----- Available records -----

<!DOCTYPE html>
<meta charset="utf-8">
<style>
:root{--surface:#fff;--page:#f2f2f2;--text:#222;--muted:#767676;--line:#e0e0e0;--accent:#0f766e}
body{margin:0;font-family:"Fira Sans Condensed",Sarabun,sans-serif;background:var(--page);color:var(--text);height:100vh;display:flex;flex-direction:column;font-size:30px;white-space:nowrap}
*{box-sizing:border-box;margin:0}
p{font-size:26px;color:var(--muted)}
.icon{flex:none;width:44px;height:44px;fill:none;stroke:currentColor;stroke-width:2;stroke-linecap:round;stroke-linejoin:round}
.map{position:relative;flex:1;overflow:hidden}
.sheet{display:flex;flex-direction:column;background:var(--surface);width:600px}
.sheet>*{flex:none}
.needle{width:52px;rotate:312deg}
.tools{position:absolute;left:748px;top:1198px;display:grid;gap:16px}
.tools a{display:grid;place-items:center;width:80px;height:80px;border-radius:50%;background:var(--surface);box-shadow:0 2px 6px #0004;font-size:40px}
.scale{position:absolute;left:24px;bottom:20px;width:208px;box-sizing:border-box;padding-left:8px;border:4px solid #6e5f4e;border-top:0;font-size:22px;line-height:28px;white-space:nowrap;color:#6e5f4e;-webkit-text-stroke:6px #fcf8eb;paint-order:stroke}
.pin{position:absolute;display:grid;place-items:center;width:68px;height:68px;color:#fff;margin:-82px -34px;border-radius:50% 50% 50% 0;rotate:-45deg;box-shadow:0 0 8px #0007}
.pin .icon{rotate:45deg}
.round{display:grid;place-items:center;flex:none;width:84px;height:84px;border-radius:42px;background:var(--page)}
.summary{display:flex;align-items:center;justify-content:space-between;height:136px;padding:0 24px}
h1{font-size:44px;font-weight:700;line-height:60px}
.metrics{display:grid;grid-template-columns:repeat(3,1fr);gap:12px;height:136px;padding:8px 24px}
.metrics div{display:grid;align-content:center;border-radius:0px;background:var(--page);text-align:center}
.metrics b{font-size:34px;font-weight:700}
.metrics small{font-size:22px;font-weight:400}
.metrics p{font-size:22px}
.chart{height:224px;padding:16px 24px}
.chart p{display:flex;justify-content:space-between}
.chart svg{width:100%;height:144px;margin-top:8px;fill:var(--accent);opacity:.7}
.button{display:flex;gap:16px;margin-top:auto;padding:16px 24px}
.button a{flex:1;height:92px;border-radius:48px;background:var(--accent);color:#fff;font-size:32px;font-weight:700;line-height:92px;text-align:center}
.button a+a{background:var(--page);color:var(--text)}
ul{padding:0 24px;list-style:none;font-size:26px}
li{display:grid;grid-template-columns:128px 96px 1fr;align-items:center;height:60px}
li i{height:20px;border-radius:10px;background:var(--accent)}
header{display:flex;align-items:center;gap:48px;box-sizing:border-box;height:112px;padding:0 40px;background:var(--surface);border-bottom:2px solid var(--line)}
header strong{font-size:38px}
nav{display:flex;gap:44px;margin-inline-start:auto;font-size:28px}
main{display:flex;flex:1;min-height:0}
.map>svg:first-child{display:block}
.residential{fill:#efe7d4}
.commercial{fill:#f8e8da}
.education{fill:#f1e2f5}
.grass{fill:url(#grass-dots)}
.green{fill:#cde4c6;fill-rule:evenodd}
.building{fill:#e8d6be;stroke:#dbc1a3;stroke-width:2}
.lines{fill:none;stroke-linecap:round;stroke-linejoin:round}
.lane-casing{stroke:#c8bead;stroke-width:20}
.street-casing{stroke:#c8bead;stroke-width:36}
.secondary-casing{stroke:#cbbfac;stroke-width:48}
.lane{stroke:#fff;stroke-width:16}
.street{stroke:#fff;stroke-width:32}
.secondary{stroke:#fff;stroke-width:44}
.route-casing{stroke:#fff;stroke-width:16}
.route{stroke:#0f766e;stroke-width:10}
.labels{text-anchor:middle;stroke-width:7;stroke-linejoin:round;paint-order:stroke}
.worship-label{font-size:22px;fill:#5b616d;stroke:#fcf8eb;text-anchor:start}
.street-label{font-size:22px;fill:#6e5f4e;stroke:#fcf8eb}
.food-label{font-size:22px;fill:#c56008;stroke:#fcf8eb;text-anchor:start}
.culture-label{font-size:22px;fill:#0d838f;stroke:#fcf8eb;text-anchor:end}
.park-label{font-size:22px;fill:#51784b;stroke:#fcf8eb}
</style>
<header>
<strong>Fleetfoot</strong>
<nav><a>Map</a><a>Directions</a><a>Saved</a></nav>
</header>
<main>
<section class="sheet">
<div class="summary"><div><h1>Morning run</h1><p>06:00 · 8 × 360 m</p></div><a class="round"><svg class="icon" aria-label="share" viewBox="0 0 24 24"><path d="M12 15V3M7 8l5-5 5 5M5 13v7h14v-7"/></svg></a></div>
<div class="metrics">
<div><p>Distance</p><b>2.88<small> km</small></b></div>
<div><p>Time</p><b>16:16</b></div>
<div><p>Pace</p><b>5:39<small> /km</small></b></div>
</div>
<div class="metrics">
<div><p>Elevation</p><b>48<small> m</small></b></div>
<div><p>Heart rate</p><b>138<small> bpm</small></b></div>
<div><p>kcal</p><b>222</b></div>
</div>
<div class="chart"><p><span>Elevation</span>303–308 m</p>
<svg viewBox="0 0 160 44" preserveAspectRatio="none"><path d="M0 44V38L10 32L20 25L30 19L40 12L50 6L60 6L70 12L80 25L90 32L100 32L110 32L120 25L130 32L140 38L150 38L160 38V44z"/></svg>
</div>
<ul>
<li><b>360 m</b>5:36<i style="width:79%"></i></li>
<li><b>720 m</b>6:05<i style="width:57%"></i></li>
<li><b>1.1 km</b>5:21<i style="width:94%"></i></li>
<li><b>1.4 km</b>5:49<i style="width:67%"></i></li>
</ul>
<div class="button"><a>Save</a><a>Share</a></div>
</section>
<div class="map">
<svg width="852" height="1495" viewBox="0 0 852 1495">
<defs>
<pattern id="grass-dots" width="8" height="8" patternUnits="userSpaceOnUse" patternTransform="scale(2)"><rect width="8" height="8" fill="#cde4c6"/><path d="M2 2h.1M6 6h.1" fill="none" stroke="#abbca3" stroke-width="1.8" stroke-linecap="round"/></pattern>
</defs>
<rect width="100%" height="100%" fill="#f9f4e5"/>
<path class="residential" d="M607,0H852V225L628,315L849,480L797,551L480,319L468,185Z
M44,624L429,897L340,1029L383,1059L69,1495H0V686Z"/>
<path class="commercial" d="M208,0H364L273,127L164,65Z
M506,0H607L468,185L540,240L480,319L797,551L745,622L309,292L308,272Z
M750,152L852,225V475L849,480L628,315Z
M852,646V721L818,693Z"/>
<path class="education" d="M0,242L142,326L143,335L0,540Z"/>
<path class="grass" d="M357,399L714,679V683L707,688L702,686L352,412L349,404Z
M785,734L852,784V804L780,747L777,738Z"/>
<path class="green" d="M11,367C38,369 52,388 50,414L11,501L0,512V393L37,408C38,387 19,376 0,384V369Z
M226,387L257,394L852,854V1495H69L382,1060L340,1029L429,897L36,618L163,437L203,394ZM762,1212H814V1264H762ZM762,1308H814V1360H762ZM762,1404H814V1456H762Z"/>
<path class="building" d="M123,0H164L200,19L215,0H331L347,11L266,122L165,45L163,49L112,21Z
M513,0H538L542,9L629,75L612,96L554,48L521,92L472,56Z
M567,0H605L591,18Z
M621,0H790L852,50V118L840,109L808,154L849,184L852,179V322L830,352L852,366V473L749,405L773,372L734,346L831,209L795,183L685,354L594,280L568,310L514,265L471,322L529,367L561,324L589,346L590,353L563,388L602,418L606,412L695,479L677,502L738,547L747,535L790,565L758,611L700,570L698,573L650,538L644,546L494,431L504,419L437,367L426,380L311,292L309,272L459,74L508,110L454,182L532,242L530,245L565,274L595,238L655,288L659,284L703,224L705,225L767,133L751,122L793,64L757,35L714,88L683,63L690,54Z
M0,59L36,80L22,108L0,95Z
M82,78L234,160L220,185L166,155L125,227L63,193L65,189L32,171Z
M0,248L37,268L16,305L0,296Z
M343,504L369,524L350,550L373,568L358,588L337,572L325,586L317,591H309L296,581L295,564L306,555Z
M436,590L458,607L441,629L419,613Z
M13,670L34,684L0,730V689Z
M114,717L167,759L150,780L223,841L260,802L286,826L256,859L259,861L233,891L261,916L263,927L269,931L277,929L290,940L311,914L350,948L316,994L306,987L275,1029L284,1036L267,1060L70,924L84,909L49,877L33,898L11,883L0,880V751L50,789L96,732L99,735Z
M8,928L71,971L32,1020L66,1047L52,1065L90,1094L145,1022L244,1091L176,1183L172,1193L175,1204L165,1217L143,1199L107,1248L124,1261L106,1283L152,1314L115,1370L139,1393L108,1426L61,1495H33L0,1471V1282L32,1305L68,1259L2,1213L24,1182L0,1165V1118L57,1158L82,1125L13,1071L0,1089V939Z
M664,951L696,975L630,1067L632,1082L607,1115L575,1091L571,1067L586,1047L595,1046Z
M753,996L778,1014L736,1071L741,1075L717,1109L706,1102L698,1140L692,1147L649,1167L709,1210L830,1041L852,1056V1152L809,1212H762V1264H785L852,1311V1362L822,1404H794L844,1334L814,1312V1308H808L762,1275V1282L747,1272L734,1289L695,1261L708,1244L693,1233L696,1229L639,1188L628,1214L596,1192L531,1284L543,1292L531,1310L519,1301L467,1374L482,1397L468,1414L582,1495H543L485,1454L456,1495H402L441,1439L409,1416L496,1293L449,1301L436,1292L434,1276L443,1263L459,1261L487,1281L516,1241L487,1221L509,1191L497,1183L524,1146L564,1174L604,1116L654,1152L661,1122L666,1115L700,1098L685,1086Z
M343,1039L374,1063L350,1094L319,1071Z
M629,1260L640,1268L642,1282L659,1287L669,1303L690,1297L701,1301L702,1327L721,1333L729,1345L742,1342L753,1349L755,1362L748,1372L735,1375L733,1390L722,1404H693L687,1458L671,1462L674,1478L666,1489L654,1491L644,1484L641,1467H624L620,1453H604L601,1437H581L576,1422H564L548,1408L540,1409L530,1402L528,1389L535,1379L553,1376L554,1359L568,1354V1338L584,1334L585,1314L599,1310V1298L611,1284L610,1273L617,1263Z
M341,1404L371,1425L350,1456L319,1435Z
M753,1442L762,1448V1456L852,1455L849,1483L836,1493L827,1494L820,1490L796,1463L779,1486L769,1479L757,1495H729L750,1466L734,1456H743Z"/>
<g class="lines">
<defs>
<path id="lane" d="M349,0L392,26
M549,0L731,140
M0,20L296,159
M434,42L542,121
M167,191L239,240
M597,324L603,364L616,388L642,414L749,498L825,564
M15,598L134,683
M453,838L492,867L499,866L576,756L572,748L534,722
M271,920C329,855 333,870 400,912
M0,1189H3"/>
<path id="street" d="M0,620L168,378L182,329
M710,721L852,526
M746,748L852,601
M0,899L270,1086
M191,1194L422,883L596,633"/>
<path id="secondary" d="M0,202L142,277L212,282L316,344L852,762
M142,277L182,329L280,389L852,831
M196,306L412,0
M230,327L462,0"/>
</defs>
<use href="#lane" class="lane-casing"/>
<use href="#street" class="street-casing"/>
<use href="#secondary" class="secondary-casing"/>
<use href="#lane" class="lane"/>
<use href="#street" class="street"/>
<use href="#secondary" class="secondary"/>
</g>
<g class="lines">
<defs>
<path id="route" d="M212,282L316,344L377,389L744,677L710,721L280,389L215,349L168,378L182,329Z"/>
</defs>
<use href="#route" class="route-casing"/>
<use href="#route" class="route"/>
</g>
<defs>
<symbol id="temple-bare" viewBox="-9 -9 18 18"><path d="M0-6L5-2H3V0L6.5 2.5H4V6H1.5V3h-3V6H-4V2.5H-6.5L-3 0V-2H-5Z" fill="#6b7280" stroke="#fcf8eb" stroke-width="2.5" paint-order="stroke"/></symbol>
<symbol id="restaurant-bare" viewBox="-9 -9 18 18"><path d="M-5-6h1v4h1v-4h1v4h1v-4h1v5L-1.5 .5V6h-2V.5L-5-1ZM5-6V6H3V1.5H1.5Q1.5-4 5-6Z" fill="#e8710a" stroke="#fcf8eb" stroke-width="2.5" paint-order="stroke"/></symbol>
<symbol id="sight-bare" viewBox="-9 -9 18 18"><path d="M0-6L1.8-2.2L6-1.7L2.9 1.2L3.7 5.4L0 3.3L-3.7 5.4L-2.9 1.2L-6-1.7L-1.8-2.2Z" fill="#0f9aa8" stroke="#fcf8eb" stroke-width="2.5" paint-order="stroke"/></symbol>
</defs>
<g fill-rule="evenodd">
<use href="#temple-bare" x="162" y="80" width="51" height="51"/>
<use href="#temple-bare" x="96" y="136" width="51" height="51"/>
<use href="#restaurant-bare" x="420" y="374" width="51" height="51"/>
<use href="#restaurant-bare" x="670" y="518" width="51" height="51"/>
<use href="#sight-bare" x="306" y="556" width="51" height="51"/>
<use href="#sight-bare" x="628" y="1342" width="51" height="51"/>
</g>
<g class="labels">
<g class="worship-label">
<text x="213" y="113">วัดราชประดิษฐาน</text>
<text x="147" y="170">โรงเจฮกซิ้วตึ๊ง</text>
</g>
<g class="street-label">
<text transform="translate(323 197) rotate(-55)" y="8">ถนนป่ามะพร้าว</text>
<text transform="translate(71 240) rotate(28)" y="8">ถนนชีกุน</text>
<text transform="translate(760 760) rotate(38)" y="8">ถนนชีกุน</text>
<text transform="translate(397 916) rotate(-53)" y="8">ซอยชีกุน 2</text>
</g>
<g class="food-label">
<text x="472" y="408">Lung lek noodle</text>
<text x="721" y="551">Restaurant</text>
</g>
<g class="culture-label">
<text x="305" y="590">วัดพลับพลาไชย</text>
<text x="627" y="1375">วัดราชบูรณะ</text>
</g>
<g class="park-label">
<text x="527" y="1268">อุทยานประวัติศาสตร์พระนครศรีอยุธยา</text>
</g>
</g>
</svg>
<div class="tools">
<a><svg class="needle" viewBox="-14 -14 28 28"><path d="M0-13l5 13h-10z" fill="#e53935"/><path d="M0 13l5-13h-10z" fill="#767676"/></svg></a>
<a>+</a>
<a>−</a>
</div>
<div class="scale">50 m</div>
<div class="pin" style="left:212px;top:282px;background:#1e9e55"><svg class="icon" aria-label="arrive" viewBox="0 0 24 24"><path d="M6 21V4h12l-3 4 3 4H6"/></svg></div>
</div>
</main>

-----

What the exercise asks – Once you have located every line with the word "nowrap" in the material above, list those lines.

Response –
body{margin:0;font-family:"Fira Sans Condensed",Sarabun,sans-serif;background:var(--page);color:var(--text);height:100vh;display:flex;flex-direction:column;font-size:30px;white-space:nowrap}
.scale{position:absolute;left:24px;bottom:20px;width:208px;box-sizing:border-box;padding-left:8px;border:4px solid #6e5f4e;border-top:0;font-size:22px;line-height:28px;white-space:nowrap;color:#6e5f4e;-webkit-text-stroke:6px #fcf8eb;paint-order:stroke}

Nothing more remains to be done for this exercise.